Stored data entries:
______
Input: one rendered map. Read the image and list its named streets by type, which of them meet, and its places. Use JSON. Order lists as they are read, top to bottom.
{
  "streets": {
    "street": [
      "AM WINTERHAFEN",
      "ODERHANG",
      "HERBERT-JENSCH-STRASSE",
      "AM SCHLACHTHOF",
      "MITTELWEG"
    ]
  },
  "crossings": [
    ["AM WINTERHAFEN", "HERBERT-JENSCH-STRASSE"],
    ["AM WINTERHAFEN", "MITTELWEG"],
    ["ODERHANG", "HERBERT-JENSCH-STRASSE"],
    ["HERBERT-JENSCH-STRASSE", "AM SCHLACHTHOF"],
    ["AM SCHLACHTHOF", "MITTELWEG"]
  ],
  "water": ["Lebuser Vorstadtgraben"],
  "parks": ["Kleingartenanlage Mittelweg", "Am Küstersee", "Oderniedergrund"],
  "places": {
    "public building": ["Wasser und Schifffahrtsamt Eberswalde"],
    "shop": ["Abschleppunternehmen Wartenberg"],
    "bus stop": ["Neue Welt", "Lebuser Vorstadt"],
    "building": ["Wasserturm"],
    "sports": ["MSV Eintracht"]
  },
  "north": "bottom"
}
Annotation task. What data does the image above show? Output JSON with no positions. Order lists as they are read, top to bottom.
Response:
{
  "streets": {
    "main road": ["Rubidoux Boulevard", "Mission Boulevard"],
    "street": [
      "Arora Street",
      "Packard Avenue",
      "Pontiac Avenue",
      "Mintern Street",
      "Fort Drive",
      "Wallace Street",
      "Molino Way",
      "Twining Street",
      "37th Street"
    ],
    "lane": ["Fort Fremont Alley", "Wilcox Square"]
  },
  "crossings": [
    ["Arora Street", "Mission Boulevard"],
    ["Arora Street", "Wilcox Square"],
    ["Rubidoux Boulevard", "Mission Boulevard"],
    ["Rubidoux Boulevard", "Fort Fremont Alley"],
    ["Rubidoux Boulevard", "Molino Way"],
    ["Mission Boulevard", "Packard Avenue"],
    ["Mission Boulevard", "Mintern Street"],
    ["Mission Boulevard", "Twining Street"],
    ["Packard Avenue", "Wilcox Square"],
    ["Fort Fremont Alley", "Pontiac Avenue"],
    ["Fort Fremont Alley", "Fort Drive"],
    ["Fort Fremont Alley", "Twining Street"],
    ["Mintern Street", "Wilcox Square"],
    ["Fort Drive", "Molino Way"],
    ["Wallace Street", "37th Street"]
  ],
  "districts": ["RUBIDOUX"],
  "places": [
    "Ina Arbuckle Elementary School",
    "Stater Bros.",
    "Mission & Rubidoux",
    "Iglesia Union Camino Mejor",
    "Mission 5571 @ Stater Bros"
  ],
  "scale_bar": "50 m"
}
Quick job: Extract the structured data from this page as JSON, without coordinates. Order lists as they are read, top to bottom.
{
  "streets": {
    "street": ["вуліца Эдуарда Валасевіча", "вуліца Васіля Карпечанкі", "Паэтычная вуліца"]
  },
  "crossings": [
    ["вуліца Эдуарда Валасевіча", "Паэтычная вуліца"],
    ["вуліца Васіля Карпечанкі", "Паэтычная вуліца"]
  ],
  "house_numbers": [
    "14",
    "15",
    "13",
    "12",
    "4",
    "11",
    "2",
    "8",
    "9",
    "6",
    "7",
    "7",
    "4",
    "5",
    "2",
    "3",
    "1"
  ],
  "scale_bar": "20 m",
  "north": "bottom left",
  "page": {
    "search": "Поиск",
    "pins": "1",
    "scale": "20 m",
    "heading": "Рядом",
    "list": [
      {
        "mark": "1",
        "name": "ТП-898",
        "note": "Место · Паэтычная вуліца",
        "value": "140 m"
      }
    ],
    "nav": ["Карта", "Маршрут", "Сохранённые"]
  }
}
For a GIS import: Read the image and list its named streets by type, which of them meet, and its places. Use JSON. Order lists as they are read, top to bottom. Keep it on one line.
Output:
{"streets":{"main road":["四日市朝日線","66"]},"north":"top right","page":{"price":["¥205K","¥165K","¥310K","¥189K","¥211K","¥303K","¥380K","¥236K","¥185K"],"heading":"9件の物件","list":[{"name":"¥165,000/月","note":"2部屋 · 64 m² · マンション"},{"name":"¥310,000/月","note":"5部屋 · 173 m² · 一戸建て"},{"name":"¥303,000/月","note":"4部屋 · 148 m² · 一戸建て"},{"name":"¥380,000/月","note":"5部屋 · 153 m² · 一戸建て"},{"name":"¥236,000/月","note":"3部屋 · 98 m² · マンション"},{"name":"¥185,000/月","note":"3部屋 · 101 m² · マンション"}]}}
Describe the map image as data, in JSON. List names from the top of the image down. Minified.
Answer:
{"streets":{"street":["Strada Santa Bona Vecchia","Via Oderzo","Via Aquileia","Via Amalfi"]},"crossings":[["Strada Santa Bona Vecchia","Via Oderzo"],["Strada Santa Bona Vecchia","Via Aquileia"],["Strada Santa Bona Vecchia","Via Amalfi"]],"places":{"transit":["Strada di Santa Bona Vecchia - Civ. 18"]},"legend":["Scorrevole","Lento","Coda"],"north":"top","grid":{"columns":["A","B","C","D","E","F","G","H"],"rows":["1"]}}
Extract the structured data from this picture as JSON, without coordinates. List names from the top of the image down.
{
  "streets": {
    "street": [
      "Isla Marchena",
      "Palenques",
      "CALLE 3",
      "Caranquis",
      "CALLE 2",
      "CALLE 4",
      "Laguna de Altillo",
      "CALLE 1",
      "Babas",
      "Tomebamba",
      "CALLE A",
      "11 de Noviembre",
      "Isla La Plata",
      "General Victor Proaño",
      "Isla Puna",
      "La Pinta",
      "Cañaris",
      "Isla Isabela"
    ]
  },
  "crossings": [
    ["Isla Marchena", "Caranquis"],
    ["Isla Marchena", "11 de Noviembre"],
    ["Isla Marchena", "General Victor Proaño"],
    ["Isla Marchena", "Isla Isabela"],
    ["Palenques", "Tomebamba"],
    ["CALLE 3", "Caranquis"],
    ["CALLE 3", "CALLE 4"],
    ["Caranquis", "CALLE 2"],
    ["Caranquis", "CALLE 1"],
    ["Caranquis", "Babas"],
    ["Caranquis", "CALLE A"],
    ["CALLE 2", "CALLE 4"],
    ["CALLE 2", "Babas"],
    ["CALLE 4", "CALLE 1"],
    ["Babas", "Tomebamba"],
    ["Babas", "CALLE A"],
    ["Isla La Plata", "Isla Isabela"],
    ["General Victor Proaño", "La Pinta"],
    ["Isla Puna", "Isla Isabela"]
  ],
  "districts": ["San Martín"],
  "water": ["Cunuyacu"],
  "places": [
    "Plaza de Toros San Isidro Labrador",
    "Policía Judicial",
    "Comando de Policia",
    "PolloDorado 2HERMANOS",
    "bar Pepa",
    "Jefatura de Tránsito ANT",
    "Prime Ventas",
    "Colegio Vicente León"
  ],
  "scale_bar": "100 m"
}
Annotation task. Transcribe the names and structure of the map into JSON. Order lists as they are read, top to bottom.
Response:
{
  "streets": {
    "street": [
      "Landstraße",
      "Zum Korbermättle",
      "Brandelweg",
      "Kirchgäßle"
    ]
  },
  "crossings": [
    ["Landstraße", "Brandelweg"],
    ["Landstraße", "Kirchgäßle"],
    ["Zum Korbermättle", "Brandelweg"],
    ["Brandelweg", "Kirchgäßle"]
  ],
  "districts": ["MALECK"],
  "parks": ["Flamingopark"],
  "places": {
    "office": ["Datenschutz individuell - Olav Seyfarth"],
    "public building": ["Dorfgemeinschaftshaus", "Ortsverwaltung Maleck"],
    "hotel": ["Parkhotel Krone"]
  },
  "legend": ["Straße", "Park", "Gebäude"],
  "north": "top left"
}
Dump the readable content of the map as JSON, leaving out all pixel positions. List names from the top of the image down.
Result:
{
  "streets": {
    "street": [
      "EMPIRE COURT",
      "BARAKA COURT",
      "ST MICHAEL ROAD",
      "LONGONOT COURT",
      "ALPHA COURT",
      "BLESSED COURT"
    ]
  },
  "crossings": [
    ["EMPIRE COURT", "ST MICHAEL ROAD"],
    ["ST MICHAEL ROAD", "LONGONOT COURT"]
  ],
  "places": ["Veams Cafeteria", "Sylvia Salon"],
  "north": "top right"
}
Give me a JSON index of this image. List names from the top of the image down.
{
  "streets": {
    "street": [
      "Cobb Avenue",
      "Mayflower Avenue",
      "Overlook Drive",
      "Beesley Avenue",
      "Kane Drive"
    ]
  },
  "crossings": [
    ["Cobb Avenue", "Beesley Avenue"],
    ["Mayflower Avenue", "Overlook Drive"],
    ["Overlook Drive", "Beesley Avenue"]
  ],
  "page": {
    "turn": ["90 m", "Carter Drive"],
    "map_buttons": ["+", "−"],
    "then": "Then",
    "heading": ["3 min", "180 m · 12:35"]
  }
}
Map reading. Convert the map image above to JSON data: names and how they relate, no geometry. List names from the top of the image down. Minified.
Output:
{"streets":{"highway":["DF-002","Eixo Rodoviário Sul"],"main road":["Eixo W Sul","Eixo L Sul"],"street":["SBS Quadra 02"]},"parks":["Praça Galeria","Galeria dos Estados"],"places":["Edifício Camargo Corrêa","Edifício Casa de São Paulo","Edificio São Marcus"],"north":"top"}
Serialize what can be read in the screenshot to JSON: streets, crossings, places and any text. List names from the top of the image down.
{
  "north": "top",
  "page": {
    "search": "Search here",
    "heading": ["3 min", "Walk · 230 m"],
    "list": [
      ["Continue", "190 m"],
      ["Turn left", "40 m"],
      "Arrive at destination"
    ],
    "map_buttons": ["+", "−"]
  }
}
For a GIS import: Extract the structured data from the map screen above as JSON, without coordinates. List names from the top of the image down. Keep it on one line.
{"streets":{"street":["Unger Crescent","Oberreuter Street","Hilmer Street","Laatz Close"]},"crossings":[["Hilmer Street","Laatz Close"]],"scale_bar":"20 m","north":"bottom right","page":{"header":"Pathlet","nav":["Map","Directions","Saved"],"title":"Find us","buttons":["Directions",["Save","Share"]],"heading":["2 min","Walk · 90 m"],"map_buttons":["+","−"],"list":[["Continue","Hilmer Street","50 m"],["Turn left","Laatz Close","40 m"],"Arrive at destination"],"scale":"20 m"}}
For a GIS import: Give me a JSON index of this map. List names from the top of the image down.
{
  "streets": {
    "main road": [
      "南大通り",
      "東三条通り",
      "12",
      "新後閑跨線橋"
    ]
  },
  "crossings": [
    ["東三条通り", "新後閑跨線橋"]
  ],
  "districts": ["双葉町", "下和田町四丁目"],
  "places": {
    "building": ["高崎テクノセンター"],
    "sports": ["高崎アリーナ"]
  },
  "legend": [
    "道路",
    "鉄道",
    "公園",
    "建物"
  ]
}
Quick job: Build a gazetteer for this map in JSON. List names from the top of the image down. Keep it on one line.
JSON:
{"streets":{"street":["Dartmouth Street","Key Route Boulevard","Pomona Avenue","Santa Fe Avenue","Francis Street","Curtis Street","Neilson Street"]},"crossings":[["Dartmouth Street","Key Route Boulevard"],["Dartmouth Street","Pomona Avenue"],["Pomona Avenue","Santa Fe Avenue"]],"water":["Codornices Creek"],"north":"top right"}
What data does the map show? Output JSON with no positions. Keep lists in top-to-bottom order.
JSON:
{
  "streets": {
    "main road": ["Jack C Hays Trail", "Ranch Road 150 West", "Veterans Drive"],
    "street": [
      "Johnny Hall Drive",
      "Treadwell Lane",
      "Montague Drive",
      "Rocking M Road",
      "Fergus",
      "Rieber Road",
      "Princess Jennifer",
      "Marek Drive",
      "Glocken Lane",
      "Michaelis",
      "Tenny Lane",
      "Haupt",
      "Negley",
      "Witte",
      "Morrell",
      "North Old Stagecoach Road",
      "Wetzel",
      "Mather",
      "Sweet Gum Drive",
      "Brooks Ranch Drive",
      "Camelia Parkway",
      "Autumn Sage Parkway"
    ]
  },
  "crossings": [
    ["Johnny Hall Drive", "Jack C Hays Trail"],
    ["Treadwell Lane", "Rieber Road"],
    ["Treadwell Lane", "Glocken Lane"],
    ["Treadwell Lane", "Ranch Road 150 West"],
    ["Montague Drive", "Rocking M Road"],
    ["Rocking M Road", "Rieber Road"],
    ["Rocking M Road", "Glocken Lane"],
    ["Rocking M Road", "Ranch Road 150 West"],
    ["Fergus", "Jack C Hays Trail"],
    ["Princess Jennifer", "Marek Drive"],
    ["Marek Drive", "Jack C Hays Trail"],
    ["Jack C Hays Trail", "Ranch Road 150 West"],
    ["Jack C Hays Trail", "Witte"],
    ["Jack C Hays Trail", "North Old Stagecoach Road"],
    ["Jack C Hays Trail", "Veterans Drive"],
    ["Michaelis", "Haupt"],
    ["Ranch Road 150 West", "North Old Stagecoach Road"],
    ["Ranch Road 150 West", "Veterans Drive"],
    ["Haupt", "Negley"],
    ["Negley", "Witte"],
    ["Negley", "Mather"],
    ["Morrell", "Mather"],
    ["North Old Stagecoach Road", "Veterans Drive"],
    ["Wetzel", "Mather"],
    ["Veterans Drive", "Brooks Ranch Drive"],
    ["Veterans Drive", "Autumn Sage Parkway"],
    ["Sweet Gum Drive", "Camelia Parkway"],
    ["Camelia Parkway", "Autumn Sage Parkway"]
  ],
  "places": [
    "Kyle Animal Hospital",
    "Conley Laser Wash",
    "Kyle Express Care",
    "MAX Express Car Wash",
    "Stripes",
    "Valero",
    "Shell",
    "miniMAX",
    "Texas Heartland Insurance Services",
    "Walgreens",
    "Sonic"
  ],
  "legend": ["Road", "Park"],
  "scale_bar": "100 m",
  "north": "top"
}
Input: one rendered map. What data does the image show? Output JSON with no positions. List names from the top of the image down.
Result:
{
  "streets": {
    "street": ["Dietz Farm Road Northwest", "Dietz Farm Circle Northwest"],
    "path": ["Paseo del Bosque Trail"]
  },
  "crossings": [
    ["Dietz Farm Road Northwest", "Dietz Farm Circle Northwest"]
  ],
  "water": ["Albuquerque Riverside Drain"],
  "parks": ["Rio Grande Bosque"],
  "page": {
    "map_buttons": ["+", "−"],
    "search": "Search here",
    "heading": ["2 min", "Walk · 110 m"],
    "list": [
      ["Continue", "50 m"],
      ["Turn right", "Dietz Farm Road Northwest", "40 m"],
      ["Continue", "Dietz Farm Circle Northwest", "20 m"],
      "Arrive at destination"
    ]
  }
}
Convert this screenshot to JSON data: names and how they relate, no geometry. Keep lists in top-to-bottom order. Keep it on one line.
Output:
______
## Exercise aim
Search the data for the word "task" and copy each line where it appears.

## Written solution
Annotation task. What data does the image above show? Output JSON with no positions. Order lists as they are read, top to bottom.
Annotation task. Transcribe the names and structure of the map into JSON. Order lists as they are read, top to bottom.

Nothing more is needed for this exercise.